I love to shop for weird things on Tik Tok. As a huge believer in the concept of energy, frequency and vibration, I recently purchased a 9-piece tuning fork kit. Pure impulse purchase.
But Lisa has gotten into it as well, so we might actually use it.
Well, I have to give Tik Tok their due, their on-line shop keeps on top of their deliveries.
So, yesterday morning, when I came back from a short trip into town, there was a package on my front porch.

I brought it in and opened it. Now I never check the labels because if it’s on my porch it’s probably mine. And Lisa has been shopping up a storm for the two youngest grans birthdays.
Turns out it was some fancy sweatsuit – something Tony Soprano might wear – or at least Fat Pussy — so I asked Lisa if she was dropping a hint that I should be getting more exercise, or maybe I should have taken that offer so long ago.
After the appropriate sneer, she grabbed the bag and read the label. It was meant for another svelte man that – after checking Google Maps – lived about 20 miles south of us.
Now I know how pissed I get when something I’ve ordered disappears on route. So, I told Lisa I’d drop it at his place. And off I went. I actually found the place without any hassle, and, good deed done, returned to Casa Claire.
https://www.facebook.com/share/r/17xBc4gb1Y/
When I got home, I got a text from an unknown number, which I usually automatically delete, but yesterday being opposite day –
this time I opened it. It was the Tik Tok driver. All apologies.
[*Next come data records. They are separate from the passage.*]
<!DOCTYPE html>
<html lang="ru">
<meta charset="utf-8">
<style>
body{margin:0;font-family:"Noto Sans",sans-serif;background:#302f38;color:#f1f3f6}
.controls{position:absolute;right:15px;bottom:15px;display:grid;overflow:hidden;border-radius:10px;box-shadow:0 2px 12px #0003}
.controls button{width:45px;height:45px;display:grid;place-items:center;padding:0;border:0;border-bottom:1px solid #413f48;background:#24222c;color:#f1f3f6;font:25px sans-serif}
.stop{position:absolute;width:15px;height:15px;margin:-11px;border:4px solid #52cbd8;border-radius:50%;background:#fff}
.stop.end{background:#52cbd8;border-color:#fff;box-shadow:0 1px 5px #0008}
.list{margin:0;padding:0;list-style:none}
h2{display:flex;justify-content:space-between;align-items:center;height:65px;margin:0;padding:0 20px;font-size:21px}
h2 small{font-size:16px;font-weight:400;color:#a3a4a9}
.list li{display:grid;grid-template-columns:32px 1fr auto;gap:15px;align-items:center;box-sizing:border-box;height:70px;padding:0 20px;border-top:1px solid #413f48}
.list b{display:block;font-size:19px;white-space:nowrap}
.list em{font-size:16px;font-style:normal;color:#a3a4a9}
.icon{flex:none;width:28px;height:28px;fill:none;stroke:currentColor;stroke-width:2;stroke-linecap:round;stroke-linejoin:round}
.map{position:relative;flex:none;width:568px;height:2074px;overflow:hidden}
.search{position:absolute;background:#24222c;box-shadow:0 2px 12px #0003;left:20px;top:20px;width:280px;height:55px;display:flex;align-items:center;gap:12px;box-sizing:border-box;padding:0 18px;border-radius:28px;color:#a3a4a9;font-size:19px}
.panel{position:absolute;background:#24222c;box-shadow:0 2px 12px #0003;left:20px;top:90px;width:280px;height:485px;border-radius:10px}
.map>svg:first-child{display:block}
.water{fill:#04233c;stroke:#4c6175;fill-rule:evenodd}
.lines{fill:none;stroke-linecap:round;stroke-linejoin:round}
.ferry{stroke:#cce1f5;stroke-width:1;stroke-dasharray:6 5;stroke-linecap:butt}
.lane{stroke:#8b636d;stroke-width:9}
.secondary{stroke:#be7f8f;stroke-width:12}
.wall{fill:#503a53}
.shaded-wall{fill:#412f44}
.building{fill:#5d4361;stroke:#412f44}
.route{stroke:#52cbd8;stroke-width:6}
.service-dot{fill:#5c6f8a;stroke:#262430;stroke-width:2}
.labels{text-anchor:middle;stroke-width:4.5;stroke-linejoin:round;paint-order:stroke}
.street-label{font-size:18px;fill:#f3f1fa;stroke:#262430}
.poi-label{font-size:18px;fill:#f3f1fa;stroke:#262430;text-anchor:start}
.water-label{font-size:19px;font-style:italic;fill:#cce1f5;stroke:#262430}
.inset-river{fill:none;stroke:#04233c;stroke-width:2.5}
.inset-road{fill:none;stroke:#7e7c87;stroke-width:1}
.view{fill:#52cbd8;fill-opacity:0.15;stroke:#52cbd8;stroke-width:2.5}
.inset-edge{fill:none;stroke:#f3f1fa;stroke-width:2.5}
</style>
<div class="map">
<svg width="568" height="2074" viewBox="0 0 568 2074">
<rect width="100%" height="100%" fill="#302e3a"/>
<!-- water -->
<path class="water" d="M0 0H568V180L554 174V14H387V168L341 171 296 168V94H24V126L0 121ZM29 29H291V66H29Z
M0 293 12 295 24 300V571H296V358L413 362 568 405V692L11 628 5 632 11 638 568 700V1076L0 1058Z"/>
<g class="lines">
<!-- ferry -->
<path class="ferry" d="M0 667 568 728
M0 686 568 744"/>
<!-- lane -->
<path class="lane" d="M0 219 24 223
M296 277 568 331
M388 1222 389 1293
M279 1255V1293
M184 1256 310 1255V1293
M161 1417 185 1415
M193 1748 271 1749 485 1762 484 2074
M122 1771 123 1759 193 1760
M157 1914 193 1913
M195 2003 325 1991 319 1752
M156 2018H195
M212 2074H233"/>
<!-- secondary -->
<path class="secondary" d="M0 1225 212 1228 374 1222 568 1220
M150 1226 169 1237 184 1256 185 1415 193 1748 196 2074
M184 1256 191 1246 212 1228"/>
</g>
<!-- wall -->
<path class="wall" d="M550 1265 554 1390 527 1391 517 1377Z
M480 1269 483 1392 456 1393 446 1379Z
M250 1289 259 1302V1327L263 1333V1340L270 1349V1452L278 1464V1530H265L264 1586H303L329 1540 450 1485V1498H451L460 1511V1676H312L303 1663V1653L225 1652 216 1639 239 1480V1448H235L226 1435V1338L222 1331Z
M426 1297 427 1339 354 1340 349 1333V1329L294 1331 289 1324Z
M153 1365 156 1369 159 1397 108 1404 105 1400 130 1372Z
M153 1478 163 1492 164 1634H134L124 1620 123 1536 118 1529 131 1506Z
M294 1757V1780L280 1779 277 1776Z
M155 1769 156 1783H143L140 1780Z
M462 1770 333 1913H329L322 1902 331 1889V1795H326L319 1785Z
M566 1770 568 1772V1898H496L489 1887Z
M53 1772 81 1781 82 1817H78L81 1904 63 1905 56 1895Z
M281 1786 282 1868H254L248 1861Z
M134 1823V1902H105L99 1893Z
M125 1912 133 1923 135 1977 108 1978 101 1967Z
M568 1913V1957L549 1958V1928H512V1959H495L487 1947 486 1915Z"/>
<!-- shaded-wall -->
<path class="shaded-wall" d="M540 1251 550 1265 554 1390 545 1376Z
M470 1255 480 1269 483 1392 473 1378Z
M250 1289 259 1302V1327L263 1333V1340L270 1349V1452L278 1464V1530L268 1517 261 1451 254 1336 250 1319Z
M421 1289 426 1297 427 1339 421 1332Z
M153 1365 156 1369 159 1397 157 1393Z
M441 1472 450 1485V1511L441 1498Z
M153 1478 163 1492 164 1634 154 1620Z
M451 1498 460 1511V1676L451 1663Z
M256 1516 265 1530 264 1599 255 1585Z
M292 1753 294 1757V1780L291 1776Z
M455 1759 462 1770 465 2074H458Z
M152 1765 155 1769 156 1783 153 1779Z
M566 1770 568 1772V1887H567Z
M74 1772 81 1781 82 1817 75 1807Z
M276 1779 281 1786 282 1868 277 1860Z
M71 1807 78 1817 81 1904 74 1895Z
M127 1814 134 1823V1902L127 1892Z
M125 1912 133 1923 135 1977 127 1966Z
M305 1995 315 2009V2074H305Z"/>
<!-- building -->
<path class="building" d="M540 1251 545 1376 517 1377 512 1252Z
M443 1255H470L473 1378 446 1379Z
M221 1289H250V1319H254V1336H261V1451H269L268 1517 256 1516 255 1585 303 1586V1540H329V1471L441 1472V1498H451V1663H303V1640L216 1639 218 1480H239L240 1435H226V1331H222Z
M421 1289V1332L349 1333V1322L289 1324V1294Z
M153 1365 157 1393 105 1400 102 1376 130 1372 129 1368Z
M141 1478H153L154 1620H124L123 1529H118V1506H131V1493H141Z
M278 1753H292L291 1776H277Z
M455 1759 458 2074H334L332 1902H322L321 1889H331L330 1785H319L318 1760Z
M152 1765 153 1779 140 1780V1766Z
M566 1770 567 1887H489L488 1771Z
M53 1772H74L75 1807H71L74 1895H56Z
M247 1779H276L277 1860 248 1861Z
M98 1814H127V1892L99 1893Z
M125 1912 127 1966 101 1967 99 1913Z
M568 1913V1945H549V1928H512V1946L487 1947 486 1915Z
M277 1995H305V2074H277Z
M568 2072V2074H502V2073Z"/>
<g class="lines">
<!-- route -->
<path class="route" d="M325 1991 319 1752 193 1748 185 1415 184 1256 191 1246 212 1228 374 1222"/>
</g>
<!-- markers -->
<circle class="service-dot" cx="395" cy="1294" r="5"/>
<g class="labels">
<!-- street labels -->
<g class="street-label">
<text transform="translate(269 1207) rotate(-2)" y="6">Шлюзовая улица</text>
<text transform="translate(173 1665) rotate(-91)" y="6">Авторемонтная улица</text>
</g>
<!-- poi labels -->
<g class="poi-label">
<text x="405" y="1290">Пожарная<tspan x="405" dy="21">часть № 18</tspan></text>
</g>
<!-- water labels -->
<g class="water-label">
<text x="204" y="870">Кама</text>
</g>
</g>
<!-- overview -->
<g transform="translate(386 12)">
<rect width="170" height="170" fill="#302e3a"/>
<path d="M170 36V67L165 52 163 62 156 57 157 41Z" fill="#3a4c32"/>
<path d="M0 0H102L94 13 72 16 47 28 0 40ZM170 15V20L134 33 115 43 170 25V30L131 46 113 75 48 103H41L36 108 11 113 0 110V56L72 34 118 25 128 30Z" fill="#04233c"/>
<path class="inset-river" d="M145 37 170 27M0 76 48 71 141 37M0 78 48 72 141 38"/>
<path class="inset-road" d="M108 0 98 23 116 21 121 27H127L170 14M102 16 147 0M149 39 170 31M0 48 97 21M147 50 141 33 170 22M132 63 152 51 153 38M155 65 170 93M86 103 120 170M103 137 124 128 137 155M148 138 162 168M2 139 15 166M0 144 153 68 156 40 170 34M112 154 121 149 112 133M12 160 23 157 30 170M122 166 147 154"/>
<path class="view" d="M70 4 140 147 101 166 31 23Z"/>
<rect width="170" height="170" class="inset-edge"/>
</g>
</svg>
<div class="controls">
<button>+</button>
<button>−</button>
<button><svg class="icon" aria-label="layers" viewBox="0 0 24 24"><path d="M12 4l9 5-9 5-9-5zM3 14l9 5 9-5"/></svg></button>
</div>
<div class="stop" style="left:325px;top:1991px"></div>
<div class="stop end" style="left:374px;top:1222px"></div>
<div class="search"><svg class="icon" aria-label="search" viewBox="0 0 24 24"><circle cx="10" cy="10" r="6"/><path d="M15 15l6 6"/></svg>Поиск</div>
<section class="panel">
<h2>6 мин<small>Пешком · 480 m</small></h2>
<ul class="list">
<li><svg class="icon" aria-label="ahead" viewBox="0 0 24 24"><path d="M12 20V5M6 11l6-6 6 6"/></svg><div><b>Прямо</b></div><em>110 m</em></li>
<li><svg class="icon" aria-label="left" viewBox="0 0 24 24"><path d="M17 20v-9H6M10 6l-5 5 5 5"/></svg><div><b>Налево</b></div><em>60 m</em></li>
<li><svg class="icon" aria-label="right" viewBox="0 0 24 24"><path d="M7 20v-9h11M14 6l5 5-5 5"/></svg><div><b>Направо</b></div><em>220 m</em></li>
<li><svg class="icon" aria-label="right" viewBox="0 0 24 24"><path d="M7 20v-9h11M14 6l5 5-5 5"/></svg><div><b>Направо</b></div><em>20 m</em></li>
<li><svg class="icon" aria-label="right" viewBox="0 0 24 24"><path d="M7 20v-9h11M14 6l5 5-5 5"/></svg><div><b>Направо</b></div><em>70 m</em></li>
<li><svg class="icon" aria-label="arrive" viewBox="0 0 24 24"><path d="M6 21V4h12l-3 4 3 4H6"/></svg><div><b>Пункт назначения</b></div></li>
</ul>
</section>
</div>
So, I called off all of the hexes I placed upon him and Tik Tok and responded.

And of course, despite his use of a plural pronoun, or his Freudian slip that he may have multiple personality disorder, I tried to be human.

And when he called me “the best person in the whole world” who was I to argue.
I showed the text exchange to Claire, who just whinnied, shook her head and took a dump.
I remain the Rodney Dangerfield of Proxima b.
However, by the end of the day the Tik Tok driver made good on his word and delivered the package he was supposed to.

And inside a box that was way too large for its contents, was the set of tuning forks we were expecting.

Anyway, you have to grab the mitzvahs God offers you. They are better than apples, as one a day will keep the Reaper away.
So, pay it forward. It usually works out for the best. And if it doesn’t, you still usually end up better off than you expected. Looking forward to trying out those tuning forks.
Today, I have my youngest gran Stella — yes, the hybrid from The Claire Saga (write what you know) — visiting because her mom is substitute-teaching at the older girls’ school. She had a birthday party with friends yesterday.

Given that she is part Brit, curtseying comes naturally to her.
If she comes over dressed up as a princess, I’m going to tell her I’ll use the tuning forks to move her into another dimension. Should be fun.
Well, that’s it for now, I have to get my tuning fork set all prepped for interdimensional transport.
Oh, and I watched Indiana beat Miami in one hell of a college football game last night. So, I was up way past my bedtime.
You fine, five readers enjoy the fact that Monday passed by you like a ghost in the hallway. Just an unexpected chill. Four days ’til the weekend.
But no matter what else we get up to, let us make today a great one.